Exercise prompt
Please give the entries again in full and exactly, without any picture.

Data excerpts
....
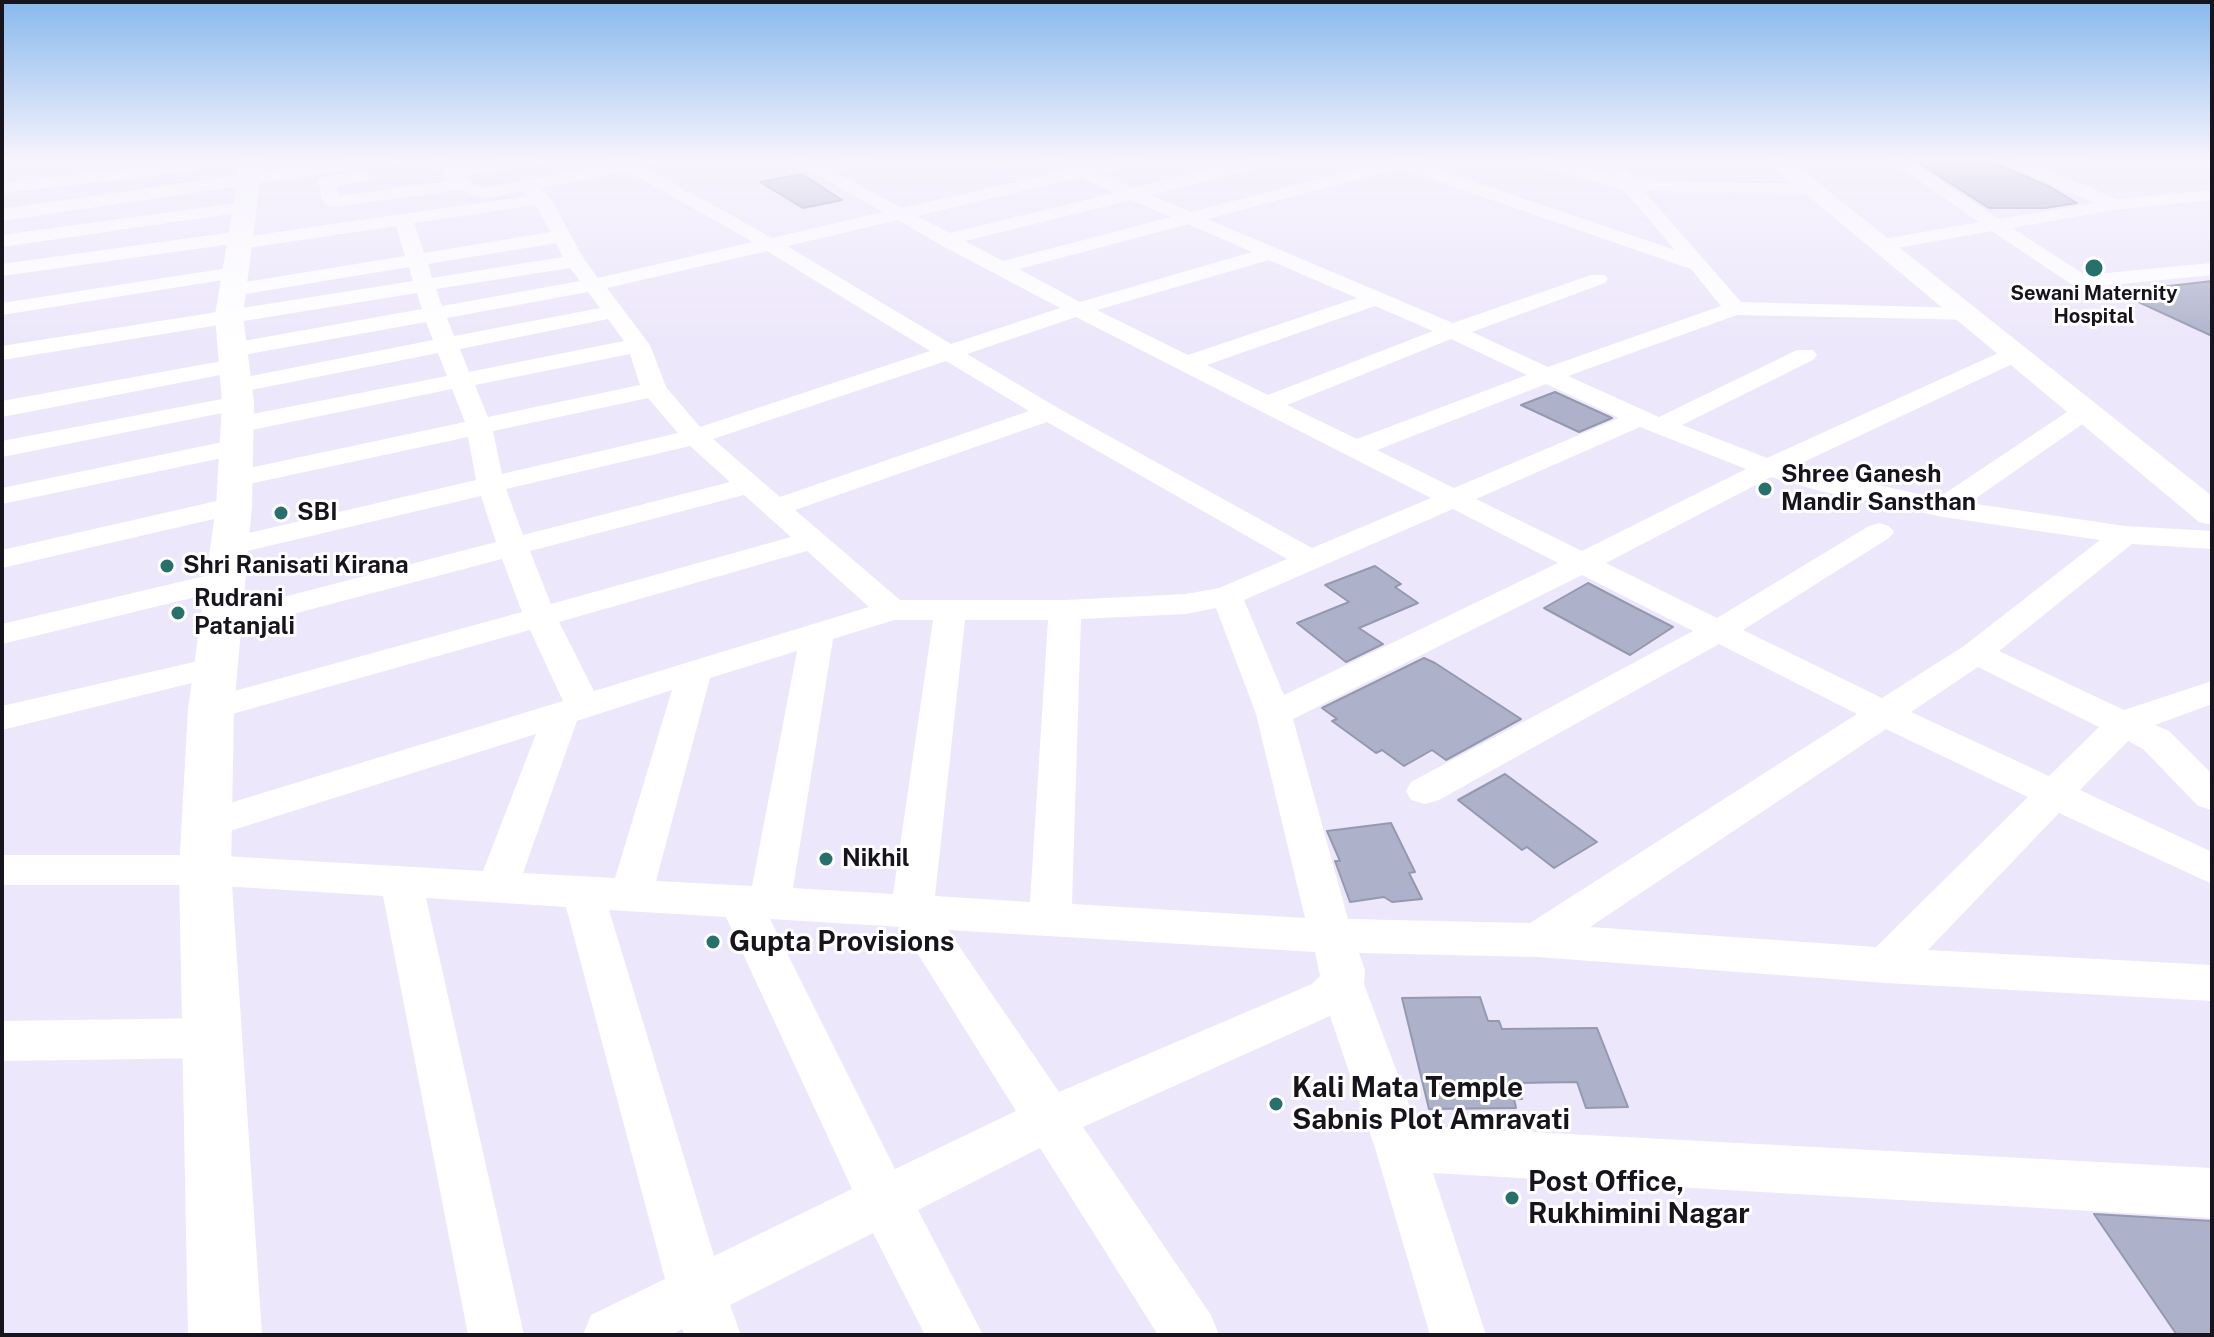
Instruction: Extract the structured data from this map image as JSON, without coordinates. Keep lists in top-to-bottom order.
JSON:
{
  "places": [
    "Sewani Maternity Hospital",
    "Shree Ganesh Mandir Sansthan",
    "SBI",
    "Shri Ranisati Kirana",
    "Rudrani Patanjali",
    "Nikhil",
    "Gupta Provisions",
    "Kali Mata Temple Sabnis Plot Amravati",
    "Post Office, Rukhimini Nagar"
  ]
}
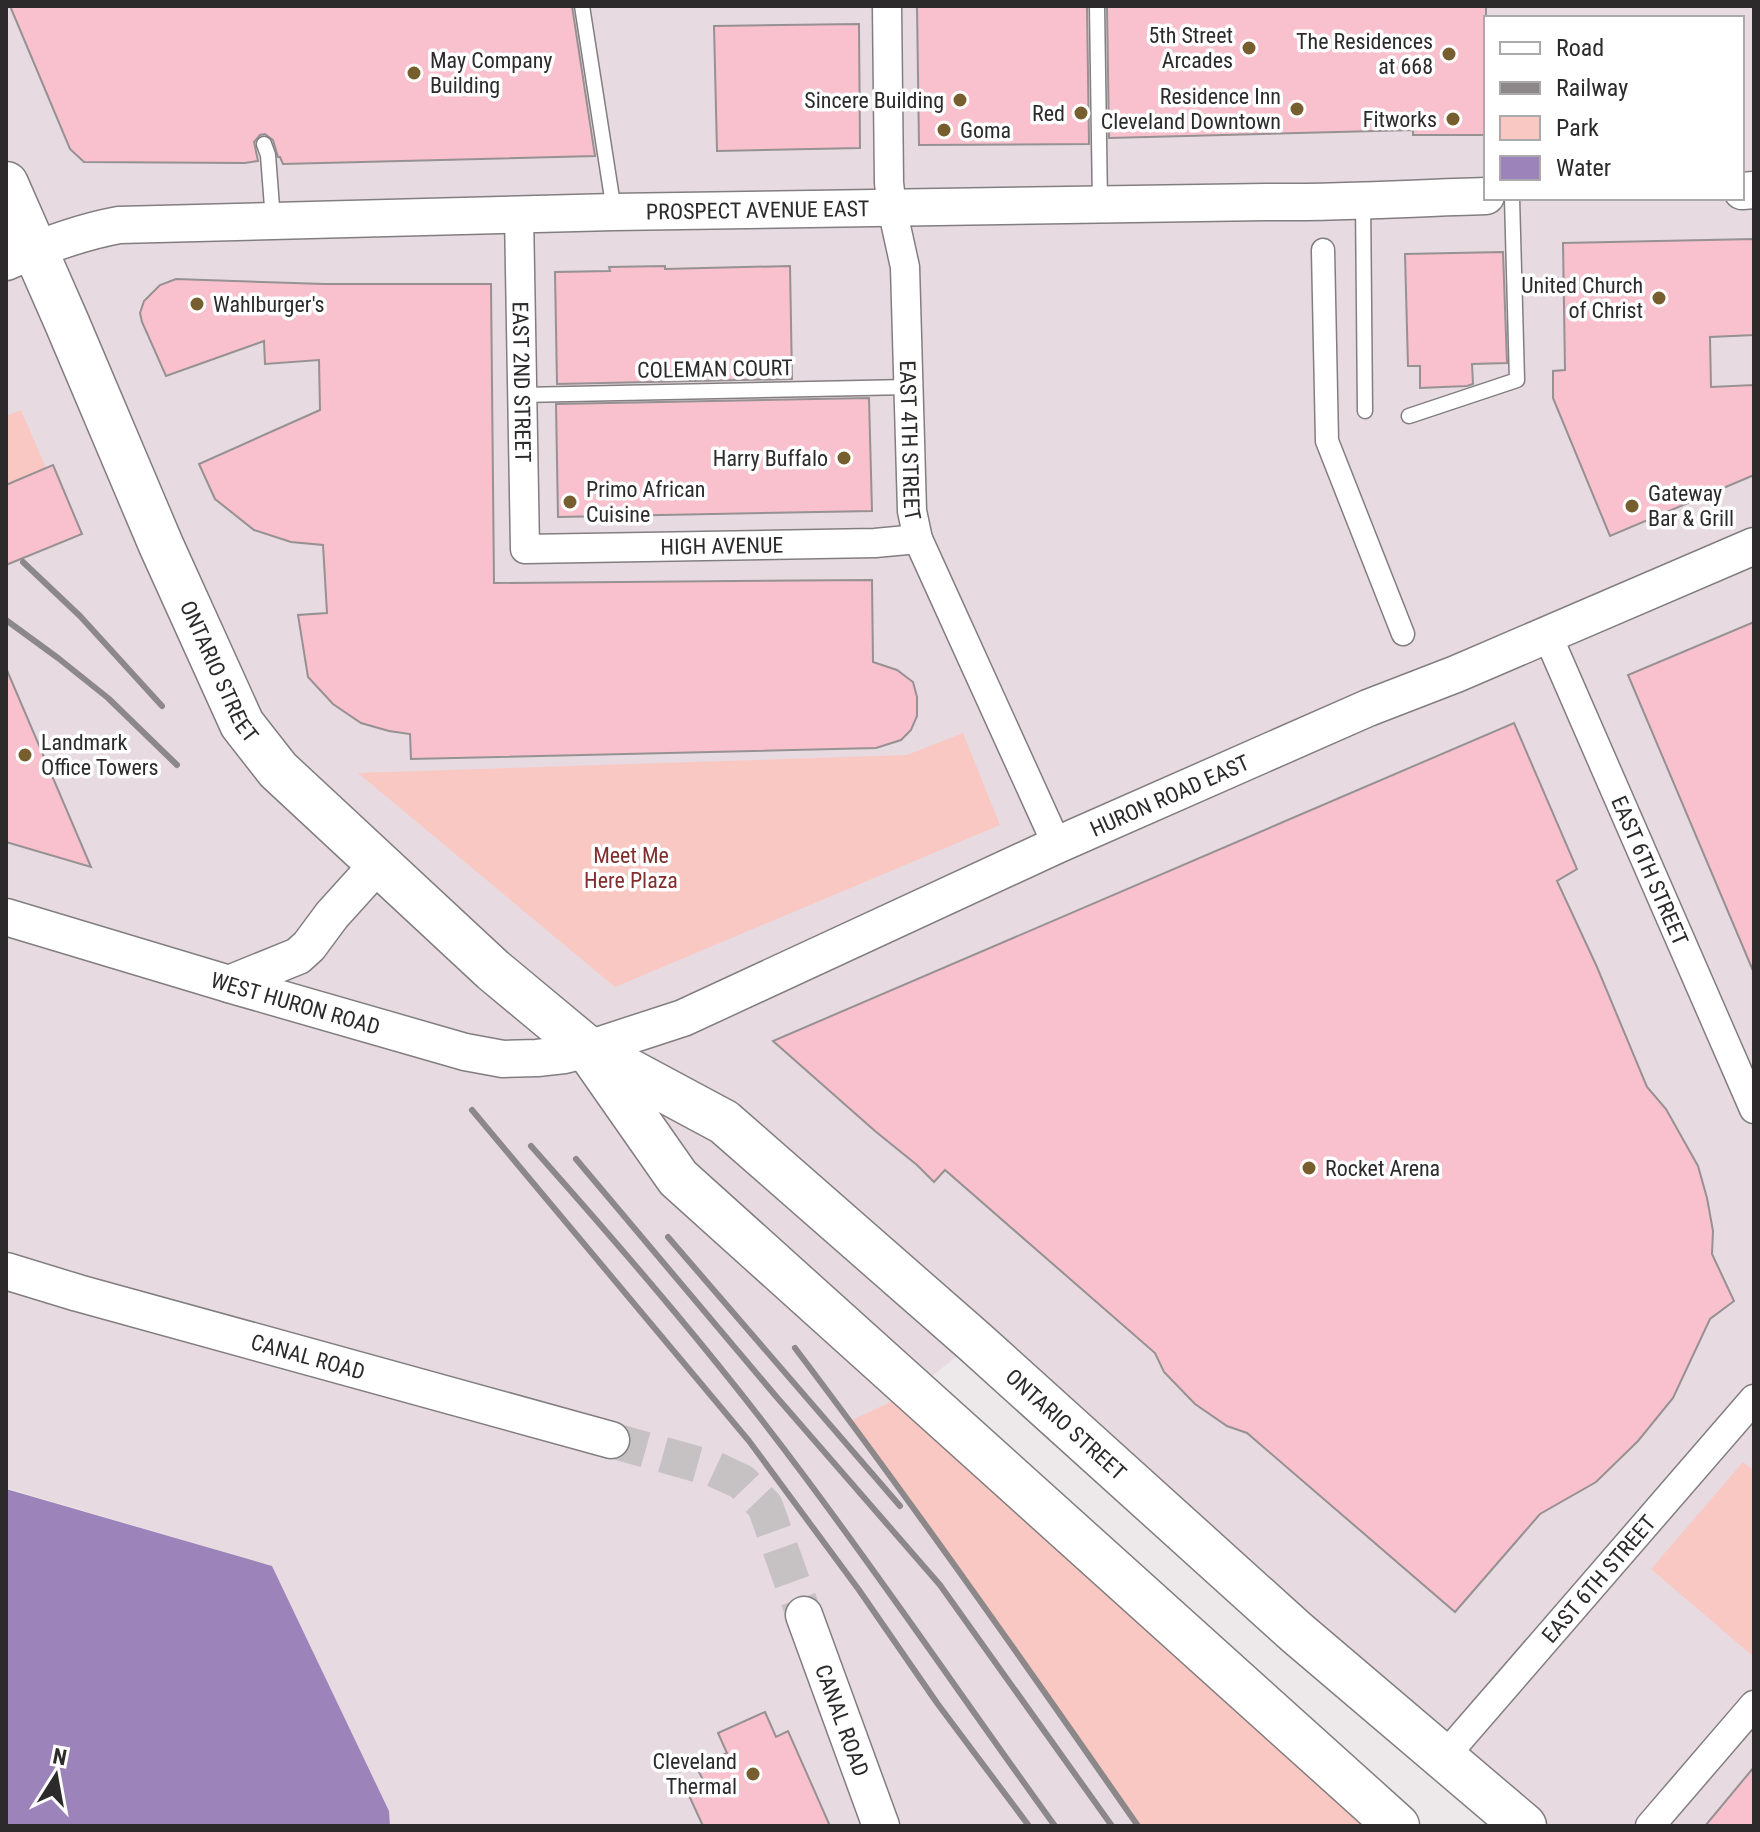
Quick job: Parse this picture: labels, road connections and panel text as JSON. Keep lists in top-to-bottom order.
{
  "streets": {
    "main road": ["ONTARIO STREET"],
    "street": [
      "PROSPECT AVENUE EAST",
      "EAST 2ND STREET",
      "EAST 4TH STREET",
      "HIGH AVENUE",
      "HURON ROAD EAST",
      "EAST 6TH STREET",
      "WEST HURON ROAD",
      "CANAL ROAD"
    ],
    "lane": ["COLEMAN COURT"]
  },
  "crossings": [
    ["PROSPECT AVENUE EAST", "EAST 2ND STREET"],
    ["PROSPECT AVENUE EAST", "EAST 4TH STREET"],
    ["PROSPECT AVENUE EAST", "ONTARIO STREET"],
    ["COLEMAN COURT", "EAST 2ND STREET"],
    ["COLEMAN COURT", "EAST 4TH STREET"],
    ["EAST 2ND STREET", "HIGH AVENUE"],
    ["EAST 4TH STREET", "HIGH AVENUE"],
    ["EAST 4TH STREET", "HURON ROAD EAST"],
    ["ONTARIO STREET", "HURON ROAD EAST"],
    ["ONTARIO STREET", "EAST 6TH STREET"],
    ["ONTARIO STREET", "WEST HURON ROAD"],
    ["HURON ROAD EAST", "EAST 6TH STREET"],
    ["HURON ROAD EAST", "WEST HURON ROAD"]
  ],
  "parks": ["Meet Me Here Plaza"],
  "places": [
    "5th Street Arcades",
    "The Residences at 668",
    "May Company Building",
    "Sincere Building",
    "Residence Inn Cleveland Downtown",
    "Red",
    "Fitworks",
    "Goma",
    "United Church of Christ",
    "Wahlburger's",
    "Harry Buffalo",
    "Primo African Cuisine",
    "Gateway Bar & Grill",
    "Landmark Office Towers",
    "Rocket Arena",
    "Cleveland Thermal"
  ],
  "legend": [
    "Road",
    "Railway",
    "Park",
    "Water"
  ],
  "north": "top"
}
....
Exercise solution
Instruction: Extract the structured data from this map image as JSON, without coordinates. Keep lists in top-to-bottom order.
JSON:
{
  "places": [
    "Sewani Maternity Hospital",
    "Shree Ganesh Mandir Sansthan",
    "SBI",
    "Shri Ranisati Kirana",
    "Rudrani Patanjali",
    "Nikhil",
    "Gupta Provisions",
    "Kali Mata Temple Sabnis Plot Amravati",
    "Post Office, Rukhimini Nagar"
  ]
}
Quick job: Parse this picture: labels, road connections and panel text as JSON. Keep lists in top-to-bottom order.
{
  "streets": {
    "main road": ["ONTARIO STREET"],
    "street": [
      "PROSPECT AVENUE EAST",
      "EAST 2ND STREET",
      "EAST 4TH STREET",
      "HIGH AVENUE",
      "HURON ROAD EAST",
      "EAST 6TH STREET",
      "WEST HURON ROAD",
      "CANAL ROAD"
    ],
    "lane": ["COLEMAN COURT"]
  },
  "crossings": [
    ["PROSPECT AVENUE EAST", "EAST 2ND STREET"],
    ["PROSPECT AVENUE EAST", "EAST 4TH STREET"],
    ["PROSPECT AVENUE EAST", "ONTARIO STREET"],
    ["COLEMAN COURT", "EAST 2ND STREET"],
    ["COLEMAN COURT", "EAST 4TH STREET"],
    ["EAST 2ND STREET", "HIGH AVENUE"],
    ["EAST 4TH STREET", "HIGH AVENUE"],
    ["EAST 4TH STREET", "HURON ROAD EAST"],
    ["ONTARIO STREET", "HURON ROAD EAST"],
    ["ONTARIO STREET", "EAST 6TH STREET"],
    ["ONTARIO STREET", "WEST HURON ROAD"],
    ["HURON ROAD EAST", "EAST 6TH STREET"],
    ["HURON ROAD EAST", "WEST HURON ROAD"]
  ],
  "parks": ["Meet Me Here Plaza"],
  "places": [
    "5th Street Arcades",
    "The Residences at 668",
    "May Company Building",
    "Sincere Building",
    "Residence Inn Cleveland Downtown",
    "Red",
    "Fitworks",
    "Goma",
    "United Church of Christ",
    "Wahlburger's",
    "Harry Buffalo",
    "Primo African Cuisine",
    "Gateway Bar & Grill",
    "Landmark Office Towers",
    "Rocket Arena",
    "Cleveland Thermal"
  ],
  "legend": [
    "Road",
    "Railway",
    "Park",
    "Water"
  ],
  "north": "top"
}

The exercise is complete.